Nastka had arrived early on purpose.
He always did when the stakes were uncertain. Time alone in a room allowed him to dissect it, to feel its pulse before another presence contaminated the air. The private chamber behind the velvet curtains was dim, washed in amber light that clung lazily to the carved wood panels and the heavy green felt of the poker table pushed aside to make space. The scent of polished oak mingled with old cigar smoke and the faint metallic trace of money that had changed too many hands downstairs.
He stood by the far wall when Kaizen entered, not seated, not relaxed. One hand rested loosely at his side while the other adjusted the cuff of his dark shirt with unhurried precision. His posture suggested ease, but it was deliberate, engineered. He preferred to look like a man who had nowhere else to be.
When the door locked behind Kaizen, the click echoed sharper than it should have. Nastka’s gaze shifted to the handle for the briefest second, cataloguing the sound, the implication. Private matter. Good. He would have expected nothing less from someone like him.
He studied Kaizen without lowering himself to the obviousness of staring. The mercenary carried himself like a weapon that had learned to walk upright. The tension in his shoulders was not nervousness but readiness, a body accustomed to recoil and impact. Nastka noticed the way he did not sit, the way he claimed vertical space, leaning instead as if furniture were beneath him, as if even wood and velvet were temporary conveniences.
The flame of the silver zippo flared, brief and bright, reflecting in Nastka’s eyes. He watched the ritual with quiet interest. Men who relied on guns often needed small gestures to remind themselves they still controlled fire.
The question hovered between them.
Nastka did not answer immediately.
He let the silence breathe, stretch, become heavy enough to be noticed but not questioned. In that space, he stepped forward, slow, measured, his shoes barely whispering against the floor. He reached the table and pulled out a chair, fingers resting on its back, knuckles pale against dark wood. He did not sit.
The word was a lie people told themselves to soften the truth. There was no late in worlds like theirs. Only missed chances and poorly timed deaths.
He lifted his gaze to Kaizen at last.
"When I was younger," he said calmly, voice low, even, "my father used to tell me a story."
He paused, watching Kaizen’s face, not for interest but for tolerance.
"A man arrived late to a funeral. The coffin was already in the ground. He apologized. Said traffic was bad. Said he meant no disrespect."
A faint curve touched Nastka’s lips, humorless.
"The dead man did not care."
He stepped closer then, reducing the distance between them until the air itself felt aware.
"The moral was simple," he continued quietly. "Time does not punish you.

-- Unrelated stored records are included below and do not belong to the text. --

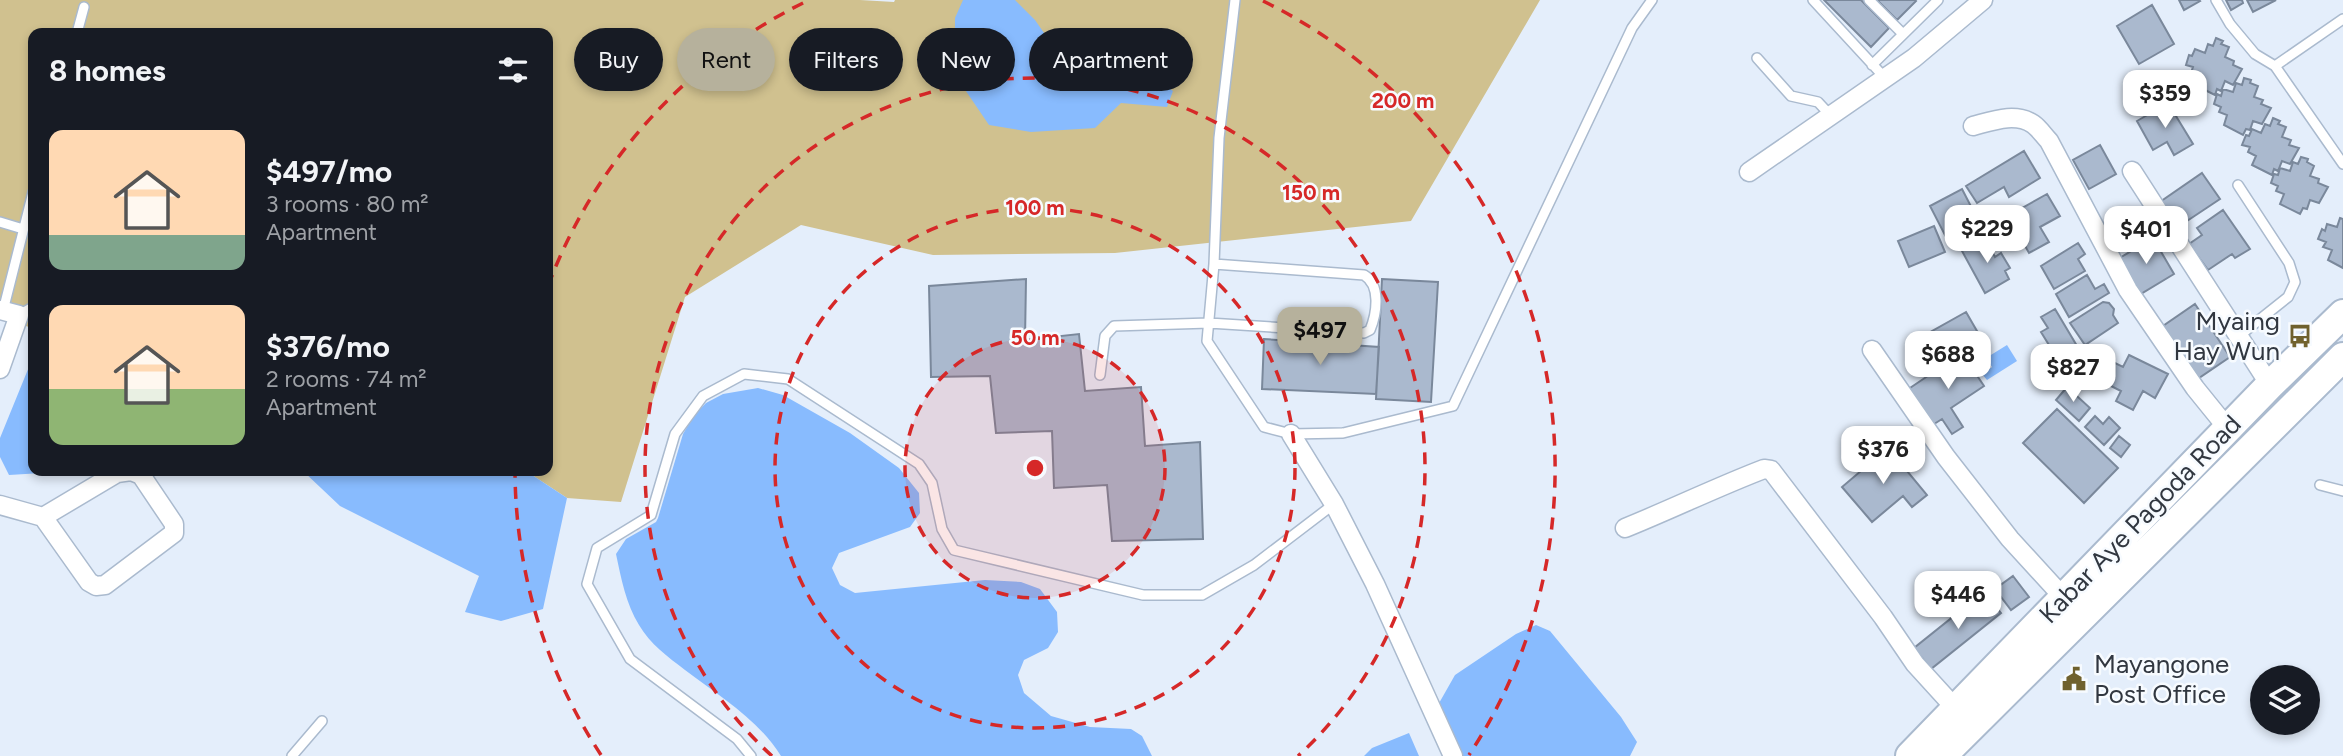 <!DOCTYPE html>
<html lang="en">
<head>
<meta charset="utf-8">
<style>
  body { margin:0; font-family:Figtree,sans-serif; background:#20242c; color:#f1f3f6; height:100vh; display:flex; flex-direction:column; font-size:26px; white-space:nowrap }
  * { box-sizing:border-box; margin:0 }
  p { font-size:23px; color:#9ea1a6 }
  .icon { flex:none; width:38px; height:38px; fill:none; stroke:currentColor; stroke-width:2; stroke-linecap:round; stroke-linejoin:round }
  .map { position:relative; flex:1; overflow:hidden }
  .drawer { position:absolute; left:28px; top:28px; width:525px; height:448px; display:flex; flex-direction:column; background:#171b24; border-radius:14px; box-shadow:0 4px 10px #0003 }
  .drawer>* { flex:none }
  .hud { position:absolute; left:574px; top:28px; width:665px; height:63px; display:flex; gap:14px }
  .buttons { position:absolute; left:2250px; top:665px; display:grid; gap:14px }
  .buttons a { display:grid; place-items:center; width:70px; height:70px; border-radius:50%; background:#171b24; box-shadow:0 4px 10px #0003; font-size:35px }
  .price { position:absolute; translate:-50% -60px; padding:0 16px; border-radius:14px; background:#fff; color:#222; font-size:23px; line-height:46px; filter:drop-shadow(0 2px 4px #0008) }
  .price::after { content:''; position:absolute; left:50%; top:42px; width:21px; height:16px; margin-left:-10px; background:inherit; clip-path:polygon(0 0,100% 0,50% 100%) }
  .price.current { background:#b6b19c; color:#111 }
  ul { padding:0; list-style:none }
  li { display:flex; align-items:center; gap:21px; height:175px; padding:0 21px }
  li span { display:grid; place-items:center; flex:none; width:196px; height:140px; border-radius:14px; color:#555 }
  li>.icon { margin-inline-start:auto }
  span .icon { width:84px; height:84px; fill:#fffc; stroke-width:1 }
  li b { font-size:30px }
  h2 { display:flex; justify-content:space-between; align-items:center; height:84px; padding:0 21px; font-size:30px }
  .pill { padding:0 24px; border-radius:32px; background:#171b24; box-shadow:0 4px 10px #0003; font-size:24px; line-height:63px }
  .pill.current { background:#b6b19c; color:#111 }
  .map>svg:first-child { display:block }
  .green { fill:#d0c18f }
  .water { fill:#88bbfe }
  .building { fill:#aab9ce; stroke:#7a889b; stroke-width:2 }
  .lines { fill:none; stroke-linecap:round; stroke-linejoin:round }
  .service-casing { stroke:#aabace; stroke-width:12 }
  .minor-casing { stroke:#aabace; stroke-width:21 }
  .primary-casing { stroke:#aabace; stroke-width:32 }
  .service { stroke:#fff; stroke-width:9 }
  .minor { stroke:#fff; stroke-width:18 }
  .primary { stroke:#fff; stroke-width:28 }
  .ring { fill:none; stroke:#d62828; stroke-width:3.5; stroke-dasharray:12 9 }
  .labels { text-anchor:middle; stroke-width:5; stroke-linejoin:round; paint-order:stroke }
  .poi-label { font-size:26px; fill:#313740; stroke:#f7fbff; text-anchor:end }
  .street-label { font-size:26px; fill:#313740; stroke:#f7fbff }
  .centre { fill:#d62828; stroke:#f7fbff; stroke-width:3.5 }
  .ring-label { font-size:21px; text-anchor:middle; font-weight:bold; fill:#d62828; stroke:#f7fbff; stroke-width:5; stroke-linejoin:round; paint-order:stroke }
</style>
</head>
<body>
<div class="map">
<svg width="2343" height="756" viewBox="0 0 2343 756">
  <rect width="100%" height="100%" fill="#e4eefb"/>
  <path class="green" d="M 0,0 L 860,0 L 894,2 L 895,0 L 1540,0 L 1411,221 L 1115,253 L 933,255 L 801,225 L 685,297 L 621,502 L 567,498 L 526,471 L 548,471 L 548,33 L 33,33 L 33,328 L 0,319 Z"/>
  <path class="water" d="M 963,0 L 1015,0 L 1035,20 L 1058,53 L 1073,67 L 1107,88 L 1166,86 L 1173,91 L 1167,107 L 1121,103 L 1095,128 L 1031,132 L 989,125 L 955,75 L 955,18 Z
    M 2007,345 L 2017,361 L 1987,380 L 1982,374 L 1992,367 L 1986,358 Z
    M 33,357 L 33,471 L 48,471 L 42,473 L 9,475 L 0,457 L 0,438 Z
    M 758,388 L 783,395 L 850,433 L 899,468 L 919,493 L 920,513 L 910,527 L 839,553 L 832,568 L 840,585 L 855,593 L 985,580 L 1021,582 L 1040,589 L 1057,612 L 1058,632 L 1048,648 L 1024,660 L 1018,675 L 1024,693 L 1051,716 L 1090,727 L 1131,729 L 1142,736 L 1152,756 L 781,756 C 758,719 719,696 685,670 C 668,657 650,644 639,625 C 626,604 621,578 616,554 L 626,539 L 656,522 L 658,518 L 683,434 L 694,415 L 706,403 L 723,394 Z
    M 303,471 L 526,471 L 567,498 L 543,609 L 501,621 L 465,612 L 479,576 L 340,506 Z
    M 1536,625 L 1550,631 L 1621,717 L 1637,742 L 1630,756 L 1451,756 L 1434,712 L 1455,675 L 1516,634 Z
    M 1409,733 L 1419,756 L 1364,756 L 1372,748 Z"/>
  <path class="building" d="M 1824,0 L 1861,0 L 1889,28 L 1871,47 Z
    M 1877,0 L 1915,0 L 1916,1 L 1897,20 Z
    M 2179,0 L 2199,0 L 2200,1 L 2184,10 Z
    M 2226,0 L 2242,0 L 2243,3 L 2231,10 Z
    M 2247,0 L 2276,0 L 2253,12 Z
    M 2152,5 L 2174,44 L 2139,64 L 2117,26 Z
    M 2216,38 L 2223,41 L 2221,44 L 2229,47 L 2225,57 L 2234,61 L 2233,65 L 2242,69 L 2233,85 L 2225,81 L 2221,91 L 2217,89 L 2215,95 L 2195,85 L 2199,76 L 2191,73 L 2193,67 L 2186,65 L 2189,55 L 2192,56 L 2195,49 L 2205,53 L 2208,44 L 2213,46 Z
    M 2244,78 L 2251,80 L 2250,83 L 2258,86 L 2254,97 L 2263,100 L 2261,104 L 2271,108 L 2262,124 L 2253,121 L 2250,130 L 2246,129 L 2243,135 L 2224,125 L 2227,115 L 2219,112 L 2221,107 L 2214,104 L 2217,94 L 2221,96 L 2223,89 L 2233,92 L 2236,83 L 2242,85 Z
    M 2168,103 L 2193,144 L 2174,155 L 2167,142 L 2153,150 L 2137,121 Z
    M 2273,118 L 2280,121 L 2278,124 L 2286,127 L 2282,137 L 2291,140 L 2289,145 L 2299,148 L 2290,164 L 2282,161 L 2278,171 L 2274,169 L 2272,175 L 2252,165 L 2256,156 L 2248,152 L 2250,147 L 2242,145 L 2246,135 L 2249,136 L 2252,129 L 2261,133 L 2265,124 L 2270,126 Z
    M 2100,145 L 2116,174 L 2089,189 L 2073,160 Z
    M 2024,151 L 2040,178 L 2009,197 L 2004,187 L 1977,203 L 1966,186 Z
    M 2301,157 L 2308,159 L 2307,162 L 2314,166 L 2310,176 L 2319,179 L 2318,183 L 2328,187 L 2319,203 L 2310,200 L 2307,209 L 2303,208 L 2300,214 L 2280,204 L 2284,194 L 2276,191 L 2278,186 L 2271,183 L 2274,174 L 2278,175 L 2280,168 L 2290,171 L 2293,162 L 2298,164 Z
    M 2202,173 L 2220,199 L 2175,229 L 2157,204 Z
    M 1962,189 L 1979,222 L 1947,239 L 1930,206 Z
    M 2047,194 L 2060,216 L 2040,227 L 2049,242 L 2029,253 L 2008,216 Z
    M 2132,209 L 2146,235 L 2115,252 L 2100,226 Z
    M 2223,210 L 2250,249 L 2235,258 L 2232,254 L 2208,270 L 2189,244 L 2202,235 L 2197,228 Z
    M 2340,218 L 2343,219 L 2343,268 L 2328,260 L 2332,250 L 2323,247 L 2326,242 L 2318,239 L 2322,229 L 2325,231 L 2327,224 L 2337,227 Z
    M 1934,226 L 1945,252 L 1909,267 L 1898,241 Z
    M 1985,238 L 1995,257 L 2001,253 L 2010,268 L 2005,271 L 2009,279 L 1985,293 L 1962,251 Z
    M 2153,238 L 2174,274 L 2139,295 L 2118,259 Z
    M 2078,243 L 2085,254 L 2078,259 L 2085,271 L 2054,289 L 2041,266 Z
    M 2087,275 L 2095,289 L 2104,284 L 2109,293 L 2069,317 L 2056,294 Z
    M 1026,279 L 1025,340 L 1079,334 L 1085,391 L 1141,387 L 1145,446 L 1200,442 L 1203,539 L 1112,541 L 1107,485 L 1054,488 L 1052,431 L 996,433 L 990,376 L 931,377 L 929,286 Z
    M 1382,279 L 1438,282 L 1431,402 L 1376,399 Z
    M 2103,302 L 2109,303 L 2114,309 L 2113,315 L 2118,323 L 2085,345 L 2070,323 Z
    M 2195,304 L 2230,357 L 2196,380 L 2160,328 Z
    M 2055,309 L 2077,346 L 2057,358 L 2041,332 L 2048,328 L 2041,317 Z
    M 1966,312 L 1981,338 L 1933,366 L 1918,339 Z
    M 1264,339 L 1379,347 L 1376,394 L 1262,389 Z
    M 1980,353 L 1989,366 L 1976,374 L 1984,386 L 1951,408 L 1963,427 L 1952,434 L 1942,419 L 1931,426 L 1907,390 L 1950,361 L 1956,369 Z
    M 2129,355 L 2168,374 L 2155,398 L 2143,391 L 2133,410 L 2116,401 L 2121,391 L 2099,380 L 2109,360 L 2123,367 Z
    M 2067,387 L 2090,408 L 2079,421 L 2056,400 Z
    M 2057,409 L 2118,468 L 2084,503 L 2023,443 Z
    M 2095,416 L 2103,424 L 2109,417 L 2120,428 L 2104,445 L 2085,427 Z
    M 2119,436 L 2130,445 L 2121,457 L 2110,448 Z
    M 1888,448 L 1927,495 L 1912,507 L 1903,496 L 1872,522 L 1842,487 Z
    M 2013,576 L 2029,597 L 2011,610 L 1995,589 Z
    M 1984,592 L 2001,613 L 1931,669 L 1914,648 Z"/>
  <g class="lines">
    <g class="service-casing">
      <path id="service" d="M 1235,0 L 1219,138 L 1214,264 L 1207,341 L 1264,427 L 1291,434 L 1343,433 L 1453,406 L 1632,28 L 1652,0
        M 1813,0 L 1885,78
        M 1869,0 L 1903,34
        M 2216,0 L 2230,24 L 2255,54 L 2275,66
        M 2343,19 L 2275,66 L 2343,164
        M 77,33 L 84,7
        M 1757,58 L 1791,96 L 1818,102 L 1831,116
        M 1872,65 L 1938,0
        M 2238,185 L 2289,263 L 2295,282 L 2288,297 L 2239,336
        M 0,222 L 23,229
        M 3,311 L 33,192
        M 19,315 L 33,307
        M 1100,375 L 1105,336 L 1114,326 L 1209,323 L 1364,333 L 1370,330 C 1377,313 1381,285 1364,275 L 1214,264
        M 2320,485 L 2343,491
        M 292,756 L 322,721
        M 751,756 L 737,739 L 630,659 L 587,584 L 597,548 L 651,515 L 675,434 L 703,396 L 744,374 L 788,379 L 919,464 L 932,483 L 942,529 L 954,550 L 1143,595 L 1202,595 L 1254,565 L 1334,504"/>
    </g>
    <g class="minor-casing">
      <path id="minor" d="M 1973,126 C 1992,121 2015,112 2033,124 C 2039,128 2044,136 2049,141 L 2128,290 L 2195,388 L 2229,430
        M 2132,171 L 2270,385
        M 1749,172 L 1914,58 L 1983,0
        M 0,310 L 19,315 L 0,369
        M 1872,350 L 1946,457 L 2010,539 L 2064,598
        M 1291,434 L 1334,504 L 1375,584 L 1453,756
        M 131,471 L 141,475 L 174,524 L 174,533 L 105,585 L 96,586 L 89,582 L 43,517 L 117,473 Z
        M 0,505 L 43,517
        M 1625,528 C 1672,509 1717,487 1764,469 L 1771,470 L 1883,617 L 1915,664 L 1956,709"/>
    </g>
    <g class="primary-casing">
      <path id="primary" d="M 1910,756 L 2270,385 L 2343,314
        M 1942,756 L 2343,357"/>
    </g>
    <use href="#service" class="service"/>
    <use href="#minor" class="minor"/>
    <use href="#primary" class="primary"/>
  </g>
  <circle cx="1035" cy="468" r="130" fill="#d62828" fill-opacity=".12"/>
  <g class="ring">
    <circle cx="1035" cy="468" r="130"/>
    <circle cx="1035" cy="468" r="260"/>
    <path d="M772 756A390 390 0 1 1 1298 756"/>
    <path d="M601 755A520 520 0 0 1 515 473M548 286A520 520 0 0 1 807 1M1263 1A520 520 0 0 1 1469 755"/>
  </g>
  <defs>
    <g id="bus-bare" transform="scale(1.89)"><path d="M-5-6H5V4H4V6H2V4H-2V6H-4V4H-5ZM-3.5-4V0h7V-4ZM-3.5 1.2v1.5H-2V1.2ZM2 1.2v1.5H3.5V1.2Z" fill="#6f612e" stroke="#f7fbff" stroke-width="2.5" paint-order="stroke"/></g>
    <g id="civic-bare" transform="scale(1.89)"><path d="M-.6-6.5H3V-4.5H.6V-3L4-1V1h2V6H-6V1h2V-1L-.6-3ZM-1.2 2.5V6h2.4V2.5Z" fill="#6f612e" stroke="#f7fbff" stroke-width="2.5" paint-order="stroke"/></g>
  </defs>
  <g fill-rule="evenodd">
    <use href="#bus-bare" x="2300" y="336"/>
    <use href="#civic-bare" x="2074" y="679"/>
  </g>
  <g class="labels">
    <g class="poi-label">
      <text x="2280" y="330">Myaing<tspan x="2280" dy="30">Hay Wun</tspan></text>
      <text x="2094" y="673" text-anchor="start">Mayangone<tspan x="2094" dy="30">Post Office</tspan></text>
    </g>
    <g class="street-label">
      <text transform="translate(2140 519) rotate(-46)" y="9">Kabar Aye Pagoda Road</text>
    </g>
  </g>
  <circle cx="1035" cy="468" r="10" class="centre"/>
  <g class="ring-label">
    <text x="1403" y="108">200 m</text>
    <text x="1311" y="200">150 m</text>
    <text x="1035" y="215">100 m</text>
    <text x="1035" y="345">50 m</text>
  </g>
</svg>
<div class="buttons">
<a><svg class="icon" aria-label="layers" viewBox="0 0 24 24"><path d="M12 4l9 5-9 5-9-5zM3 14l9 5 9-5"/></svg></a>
</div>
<b class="price" style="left:2165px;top:130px">$359</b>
<b class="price" style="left:1987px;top:265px">$229</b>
<b class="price" style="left:2146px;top:266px">$401</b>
<b class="price current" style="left:1320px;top:367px">$497</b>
<b class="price" style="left:1948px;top:391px">$688</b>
<b class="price" style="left:2073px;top:404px">$827</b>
<b class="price" style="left:1883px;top:486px">$376</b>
<b class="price" style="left:1958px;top:631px">$446</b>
<div class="hud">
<a class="pill">Buy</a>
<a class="pill current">Rent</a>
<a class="pill">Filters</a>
<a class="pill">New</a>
<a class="pill">Apartment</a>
</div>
<section class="drawer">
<h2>8 homes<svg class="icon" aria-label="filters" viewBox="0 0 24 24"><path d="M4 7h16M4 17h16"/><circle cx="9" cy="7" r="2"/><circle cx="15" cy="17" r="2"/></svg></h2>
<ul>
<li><span style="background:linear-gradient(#ffd9b3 75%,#7fa58c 0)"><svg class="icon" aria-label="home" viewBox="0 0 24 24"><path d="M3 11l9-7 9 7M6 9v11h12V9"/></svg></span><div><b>$497/mo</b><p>3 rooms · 80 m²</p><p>Apartment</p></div></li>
<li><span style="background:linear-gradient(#ffd9b3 60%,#8fb573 0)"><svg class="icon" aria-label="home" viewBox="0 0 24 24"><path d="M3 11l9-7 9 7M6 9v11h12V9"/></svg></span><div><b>$376/mo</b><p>2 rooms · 74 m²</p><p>Apartment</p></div></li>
</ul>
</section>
</div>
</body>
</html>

It simply moves on without you. And when you finally arrive, the outcome is already sealed."
"So no," Nastka finished evenly, "you’re not late."
A beat passed, deliberate.
"But if you hesitate too long in this world, you do not arrive late. You arrive irrelevant."
Only then did he turn away, as if the answer had been settled long ago.
He walked past Kaizen without haste, the faint scent of expensive cologne cutting through smoke. Reaching the small bar cabinet against the wall, he poured himself a drink without asking if the other man wanted one. The liquid caught the light like molten amber.
He did not drink immediately. Instead, he leaned his hip against the cabinet, glass resting loosely in his fingers.
The remark from the other lingered behind him.
He turned his head slightly, just enough to acknowledge Kaizen without fully facing him.
The words were simple. Their weight was not.
Kaizen was younger in his impulses. Addicted to accumulation. Money. Territory. Recognition. Nastka recognized that sickness well. It made men loud. It made them efficient. It also made them dangerous.
What interested him was not Kaizen’s brutality, nor the blood he had spilled so easily in other people’s names. It was the restlessness beneath it. The hunger that no number ever seemed to satisfy.
The murmurs from downstairs bled faintly through the floorboards. Cards shuffled. Money exchanged hands. Lives continued unaware that two predators were measuring the same stretch of shadow.
Nastka finally raised the glass and took a slow sip, never breaking eye contact over the rim.
He felt no need to reach for a weapon. If blood was spilled tonight, it would not be from temper. It would be because calculation demanded it.
"You locked the door," he observed calmly. "I assume you’re not here for small talk."
His head tilted slightly, studying Kaizen not as a rival, but as a variable.
Inside, there was no fear. Only a quiet, sharpened curiosity.
Kaizen preferred the field. Nastka preferred rooms like this. Rooms where timing mattered more than bullets.
He wondered, not without interest, which of them would understand that first.